"I think I'm having one of those days...Ugh, I've just felt so...I don't even know all day today. I had a crappy night last night because I was watching mom's dog for her and he wouldn't let me sleep. Then I've just been off all day today. And now I'm sitting here next to a five page 'document' from my Devil-Incarnate anatomy professor that I'm going to have to make in to a 'flow sheet.' I'm being harsh, but I really, really don't like her at this moment. I'm tired, and I'm frustrated and I'm starting to feel Depressed which is really just the beginning of the end and since I have to function for the next several hours and tomorrow, I'm trying to fight it.
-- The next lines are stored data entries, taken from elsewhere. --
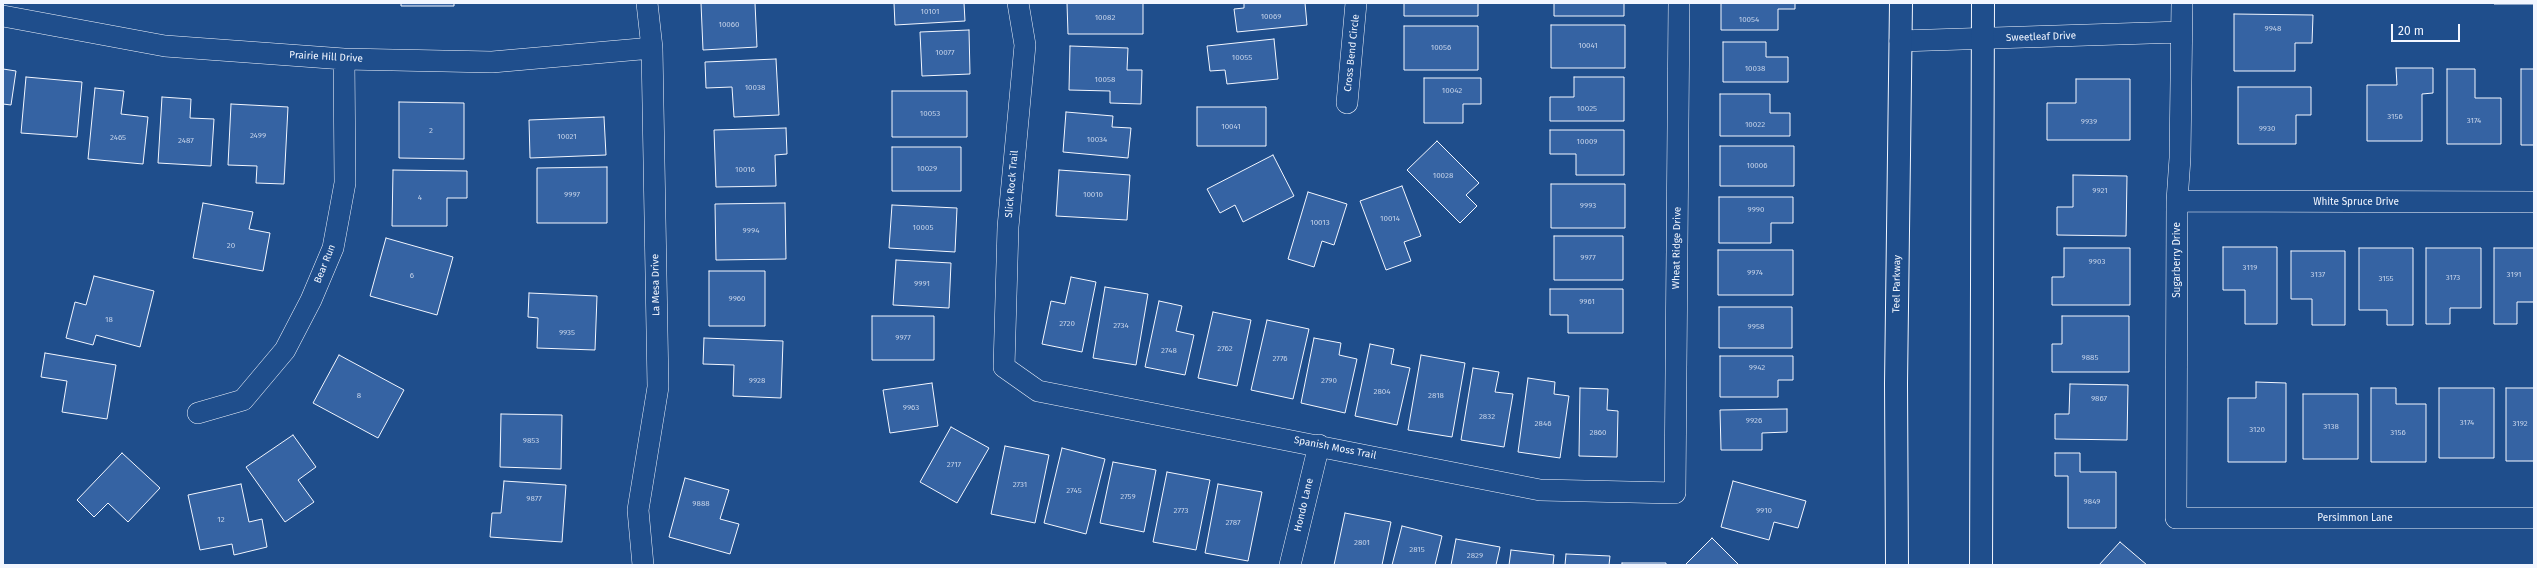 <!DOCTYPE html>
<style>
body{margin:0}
#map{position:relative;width:2537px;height:568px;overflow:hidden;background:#1f4e8c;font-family:"Fira Sans",sans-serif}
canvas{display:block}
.frame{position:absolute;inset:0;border:4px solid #f2f6ff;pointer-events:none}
.scale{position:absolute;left:2391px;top:24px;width:69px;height:18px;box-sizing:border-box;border:2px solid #f2f6ff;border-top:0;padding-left:5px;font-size:12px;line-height:14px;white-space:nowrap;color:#f2f6ff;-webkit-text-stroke:3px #1f4e8c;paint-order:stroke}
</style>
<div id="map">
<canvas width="2537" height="568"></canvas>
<div class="frame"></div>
<div class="scale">20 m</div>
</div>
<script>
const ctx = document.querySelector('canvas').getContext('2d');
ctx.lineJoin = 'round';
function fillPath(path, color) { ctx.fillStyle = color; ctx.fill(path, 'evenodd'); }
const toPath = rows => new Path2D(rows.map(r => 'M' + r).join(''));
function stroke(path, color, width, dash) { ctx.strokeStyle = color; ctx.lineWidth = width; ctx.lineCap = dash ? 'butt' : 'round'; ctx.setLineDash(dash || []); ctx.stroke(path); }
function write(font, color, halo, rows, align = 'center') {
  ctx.font = font + ' "Fira Sans",sans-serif'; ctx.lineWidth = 3; ctx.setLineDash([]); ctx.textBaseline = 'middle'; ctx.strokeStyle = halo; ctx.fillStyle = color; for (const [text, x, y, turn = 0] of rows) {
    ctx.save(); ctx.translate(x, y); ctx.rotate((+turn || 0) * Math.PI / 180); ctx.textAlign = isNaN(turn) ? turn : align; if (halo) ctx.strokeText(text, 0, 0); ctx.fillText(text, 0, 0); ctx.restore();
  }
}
const building = toPath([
 [401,3,454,3,454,6,401,6,401,3],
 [701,3,755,3,757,47,703,50,701,3],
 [894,3,964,3,965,21,895,25,894,3],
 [1067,3,1143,3,1143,34,1068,34,1067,3],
 [1244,3,1305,3,1307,25,1237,32,1234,9,1244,8,1244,3],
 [1404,3,1478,3,1478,16,1404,16,1404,3],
 [1554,3,1624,3,1624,16,1554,16,1554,3],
 [1721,3,1795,3,1795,9,1778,9,1778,30,1721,30,1721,3],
 [2494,3,2534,3,2534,4,2494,4,2494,3],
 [2234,14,2313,15,2312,43,2295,43,2295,71,2234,71,2234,14],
 [1551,25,1625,25,1625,68,1551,68,1551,25],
 [1404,26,1478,26,1478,70,1404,70,1404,26],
 [969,30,970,74,922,76,920,32,969,30],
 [1274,39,1278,79,1227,84,1225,70,1210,71,1207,46,1274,39],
 [1723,42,1766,42,1766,57,1788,57,1788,82,1723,82,1723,42],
 [1070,46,1128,48,1127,70,1142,70,1141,104,1110,103,1110,91,1069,90,1070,46],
 [776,59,779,115,734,117,732,87,706,88,705,62,776,59],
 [2396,68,2433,68,2433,93,2422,94,2422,141,2367,141,2367,85,2397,85,2396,68],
 [3,69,16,71,11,105,3,104,3,69],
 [2447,69,2475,69,2475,98,2501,98,2501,144,2447,144,2447,69],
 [2521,69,2534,69,2534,145,2521,145,2521,69],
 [26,77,82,82,77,137,21,133,26,77],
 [1574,77,1624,77,1624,121,1550,121,1550,97,1574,97,1574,77],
 [1424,78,1481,78,1481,104,1463,104,1463,123,1424,123,1424,78],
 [2076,79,2130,79,2130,140,2047,140,2047,103,2076,103,2076,79],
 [2238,87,2311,87,2311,115,2296,115,2296,144,2238,144,2238,87],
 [95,88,124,91,121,114,148,117,143,164,88,159,95,88],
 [892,91,967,91,967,137,892,137,892,91],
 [1720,94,1770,94,1770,113,1790,113,1790,136,1720,136,1720,94],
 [162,97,191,99,190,118,214,119,211,166,158,163,162,97],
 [399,102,464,103,464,159,399,158,399,102],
 [231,104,288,107,284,184,256,183,257,166,228,165,231,104],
 [1197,107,1266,107,1266,146,1197,146,1197,107],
 [1066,112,1113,116,1112,127,1131,128,1128,158,1063,152,1066,112],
 [604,117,606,155,530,158,529,120,604,117],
 [786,128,787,154,775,155,776,186,716,187,714,130,786,128],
 [1550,130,1624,130,1624,175,1576,175,1576,154,1550,154,1550,130],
 [1437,141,1479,183,1466,195,1477,206,1460,223,1407,170,1437,141],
 [1720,146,1794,146,1794,186,1720,186,1720,146],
 [892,147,961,147,961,191,892,191,892,147],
 [1273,155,1294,196,1243,222,1235,205,1220,213,1207,189,1273,155],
 [607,167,607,223,537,223,537,168,607,167],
 [393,170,467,171,467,198,447,198,447,226,392,226,393,170],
 [1059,170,1130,175,1127,220,1056,216,1059,170],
 [2073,175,2127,176,2126,236,2057,235,2057,207,2073,207,2073,175],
 [1551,184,1625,184,1625,228,1551,228,1551,184],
 [1402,186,1421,236,1404,242,1411,261,1386,270,1360,201,1402,186],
 [1308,192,1347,204,1334,245,1322,241,1314,267,1288,259,1308,192],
 [1719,197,1793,197,1793,223,1771,223,1771,243,1719,243,1719,197],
 [203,203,253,212,249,229,270,233,263,271,193,258,203,203],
 [785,203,786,259,716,260,715,204,785,203],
 [892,205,957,208,955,252,889,248,892,205],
 [1554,236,1623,236,1623,280,1554,280,1554,236],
 [386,238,453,257,437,315,370,296,386,238],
 [2223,247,2277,247,2277,324,2245,324,2245,290,2223,290,2223,247],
 [2064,248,2130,248,2130,305,2052,305,2052,277,2064,277,2064,248],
 [2359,248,2413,248,2413,325,2387,325,2387,310,2359,310,2359,248],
 [2426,248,2481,248,2481,308,2450,308,2450,324,2426,324,2426,248],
 [2494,248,2534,248,2534,302,2517,302,2517,324,2494,324,2494,248],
 [1718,250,1793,250,1793,295,1718,295,1718,250],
 [2291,251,2345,251,2345,325,2312,325,2312,299,2291,299,2291,251],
 [896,260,951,263,949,308,893,305,896,260],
 [709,271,765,271,765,326,709,326,709,271],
 [94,276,154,291,140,347,96,335,93,345,66,338,75,302,86,305,94,276],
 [1071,277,1096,282,1082,352,1042,344,1051,301,1065,304,1071,277],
 [1105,287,1148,294,1136,365,1093,358,1105,287],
 [1550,289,1623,289,1623,333,1568,333,1568,315,1550,315,1550,289],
 [529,293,597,296,595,350,537,348,538,318,528,317,529,293],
 [1159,301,1182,306,1176,331,1194,335,1185,375,1145,367,1159,301],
 [1719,307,1792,307,1792,348,1719,348,1719,307],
 [1213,312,1251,320,1237,386,1198,378,1213,312],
 [872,316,934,316,934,360,872,360,872,316],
 [2062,316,2129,316,2129,372,2052,372,2052,344,2062,344,2062,316],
 [1267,320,1309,329,1293,399,1251,390,1267,320],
 [704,338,783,341,781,398,733,396,734,365,703,364,704,338],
 [1314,338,1341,343,1339,355,1357,359,1345,413,1301,403,1314,338],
 [1370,344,1394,349,1391,364,1410,368,1397,425,1355,416,1370,344],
 [45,353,116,365,107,419,62,412,67,381,41,377,45,353],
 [339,355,404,390,378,438,313,403,339,355],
 [1421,355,1465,363,1452,437,1408,430,1421,355],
 [1720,356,1793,356,1793,380,1778,380,1778,397,1720,397,1720,356],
 [1473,368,1499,372,1495,392,1513,394,1504,447,1461,440,1473,368],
 [1528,378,1555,382,1554,394,1569,396,1560,458,1518,452,1528,378],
 [2256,382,2286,383,2286,462,2228,462,2228,398,2256,398,2256,382],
 [932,383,938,426,890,433,883,390,932,383],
 [2070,384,2128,385,2127,440,2055,439,2055,414,2069,414,2070,384],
 [1580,388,1608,389,1607,410,1618,411,1617,457,1579,456,1580,388],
 [2371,388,2396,388,2396,404,2426,404,2426,462,2371,462,2371,388],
 [2439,388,2494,388,2494,458,2439,458,2439,388],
 [2506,388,2534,388,2534,461,2506,461,2506,388],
 [2303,394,2358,394,2358,459,2303,459,2303,394],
 [1787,409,1787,432,1762,433,1762,450,1721,450,1720,410,1787,409],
 [501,414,562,415,561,469,500,467,501,414],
 [951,427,989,448,957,503,920,482,951,427],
 [293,435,316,467,298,480,314,502,285,522,246,467,293,435],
 [1005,446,1049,455,1035,523,991,514,1005,446],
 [1062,448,1105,459,1086,534,1044,523,1062,448],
 [122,453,160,488,128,522,108,503,94,517,77,500,122,453],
 [2055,453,2080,453,2080,472,2116,472,2116,528,2068,528,2068,476,2055,476,2055,453],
 [1113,462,1156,470,1144,532,1100,523,1113,462],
 [1167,472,1210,480,1196,550,1153,542,1167,472],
 [685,478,729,490,720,519,739,524,730,554,669,537,685,478],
 [504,481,566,485,562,542,490,537,492,513,501,513,504,481],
 [1733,481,1806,501,1798,528,1774,522,1769,540,1721,527,1733,481],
 [241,484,249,522,262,519,267,547,234,555,232,544,200,550,188,495,241,484],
 [1218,484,1262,492,1248,561,1205,553,1218,484],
 [1345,513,1391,522,1382,565,1334,565,1345,513],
 [1402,526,1442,536,1435,565,1392,565,1402,526],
 [1712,538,1739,565,1685,565,1712,538],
 [1456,539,1500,547,1496,565,1451,565,1456,539],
 [2120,542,2147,565,2099,565,2120,542],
 [1511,550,1554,555,1553,565,1509,565,1511,550],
 [1566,554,1610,556,1609,565,1565,565,1566,554],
 [1622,563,1666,563,1666,565,1622,565,1622,563]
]);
const minor = toPath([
 [1018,3,1025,45,1008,227,1004,367,1038,391,1540,490,1675,493,1679,3],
 [2182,3,2180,158,2177,201,2176,518,2534,518],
 [3,16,165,46,344,59,492,62,652,48],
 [1900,41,2181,32],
 [1347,103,1356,3],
 [2177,201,2534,202],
 [198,413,243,400,285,350,311,300,333,248,345,183,344,59],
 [643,565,638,510,658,387,652,48,647,3],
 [1290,565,1319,445]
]);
const secondary = toPath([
 [1897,565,1896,383,1901,3],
 [1981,565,1983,3]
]);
const numberNames = [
 ["10101",930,12],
 ["10069",1271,17],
 ["10082",1105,18],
 ["10054",1749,20],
 ["10060",729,25],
 ["9948",2273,29],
 ["10041",1588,46],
 ["10056",1441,48],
 ["10077",945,53],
 ["10055",1242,58],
 ["10038",1755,69],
 ["10058",1105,80],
 ["10038",755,88],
 ["10042",1452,91],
 ["10025",1587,109],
 ["10053",930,114],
 ["3156",2395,117],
 ["3174",2474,121],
 ["9939",2089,122],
 ["10022",1755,125],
 ["10041",1231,127],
 ["9930",2267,129],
 ["2",431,131],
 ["2499",258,136],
 ["10021",567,137],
 ["2465",118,138],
 ["10034",1097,140],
 ["2487",186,141],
 ["10009",1587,142],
 ["10006",1757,166],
 ["10029",927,169],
 ["10016",745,170],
 ["10028",1443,176],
 ["9921",2100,191],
 ["9997",572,195],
 ["10010",1093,195],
 ["4",420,198],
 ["9993",1588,206],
 ["9990",1756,210],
 ["10014",1390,219],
 ["10013",1320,223],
 ["10005",923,228],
 ["9994",751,231],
 ["20",231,246],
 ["9977",1588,258],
 ["9903",2097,262],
 ["3119",2250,268],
 ["9974",1755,273],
 ["3137",2318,275],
 ["3191",2514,275],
 ["6",412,276],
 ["3173",2453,278],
 ["3155",2386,279],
 ["9991",922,284],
 ["9960",737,299],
 ["9961",1587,302],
 ["18",109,320],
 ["2720",1067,324],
 ["2734",1121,326],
 ["9958",1756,327],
 ["9935",567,333],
 ["9977",903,338],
 ["2762",1225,349],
 ["2748",1169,351],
 ["9885",2090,358],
 ["2776",1280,359],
 ["9942",1757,368],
 ["9928",757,381],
 ["2790",1329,381],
 ["2804",1382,392],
 ["8",359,396],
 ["2818",1436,396],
 ["9867",2099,399],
 ["9963",911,408],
 ["2832",1487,417],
 ["9926",1754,421],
 ["3174",2467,423],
 ["2846",1543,424],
 ["3192",2520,424],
 ["3138",2331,427],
 ["3120",2257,430],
 ["2860",1598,433],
 ["3156",2398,433],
 ["9853",531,441],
 ["2717",954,465],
 ["2731",1020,485],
 ["2745",1074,491],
 ["2759",1128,497],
 ["9877",534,499],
 ["9849",2092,502],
 ["9888",701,504],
 ["2773",1181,511],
 ["9910",1764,511],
 ["12",221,520],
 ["2787",1233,523],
 ["2801",1362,543],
 ["2815",1417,550],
 ["2829",1475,556]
];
const streetNames = [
 ["Sweetleaf Drive",2041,37,-2],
 ["Cross Bend Circle",1352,53,-84],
 ["Prairie Hill Drive",326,57,3],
 ["Slick Rock Trail",1012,184,-85],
 ["White Spruce Drive",2356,202],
 ["Wheat Ridge Drive",1677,248,-89],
 ["Sugarberry Drive",2177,260,-90],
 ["Bear Run",325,264,-68],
 ["Teel Parkway",1897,284,-89],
 ["La Mesa Drive",656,285,-91],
 ["Spanish Moss Trail",1335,448,11],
 ["Hondo Lane",1304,505,-77],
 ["Persimmon Lane",2355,518]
];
fillPath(building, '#3563a3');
stroke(building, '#f2f6ff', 1);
stroke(minor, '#f2f6ff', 22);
stroke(secondary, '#f2f6ff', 24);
stroke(minor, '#1f4e8c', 21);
stroke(secondary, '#1f4e8c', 22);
write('8px', '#c3d1e8', null, numberNames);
write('10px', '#f2f6ff', '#1f4e8c', streetNames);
</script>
Also, I've been thinking about...your wedding and eventual moving away and for some reason it's really really hard. And I can't really figure out why. I mean, you've lived far away these past four years and it's been okay. I'm still sort of freaked out because I haven't met him, even though I feel dumb about that. Maybe that's not even it at all. Maybe I just feel like I still need you and this whole thing, while super good for you, just kind of leaves me feeling a little left in the dust. You're moving up and on in life, as you should. And I'm happy and excited for you. Remember that, okay? But I guess what I'm trying to say is please don't be offended if I'm a little scared, too. I'm just now realizing..."
The end of it was happier, I promise.
1 comment:
hun! i hope your okay. smile. it will all be okay in the end. i promise.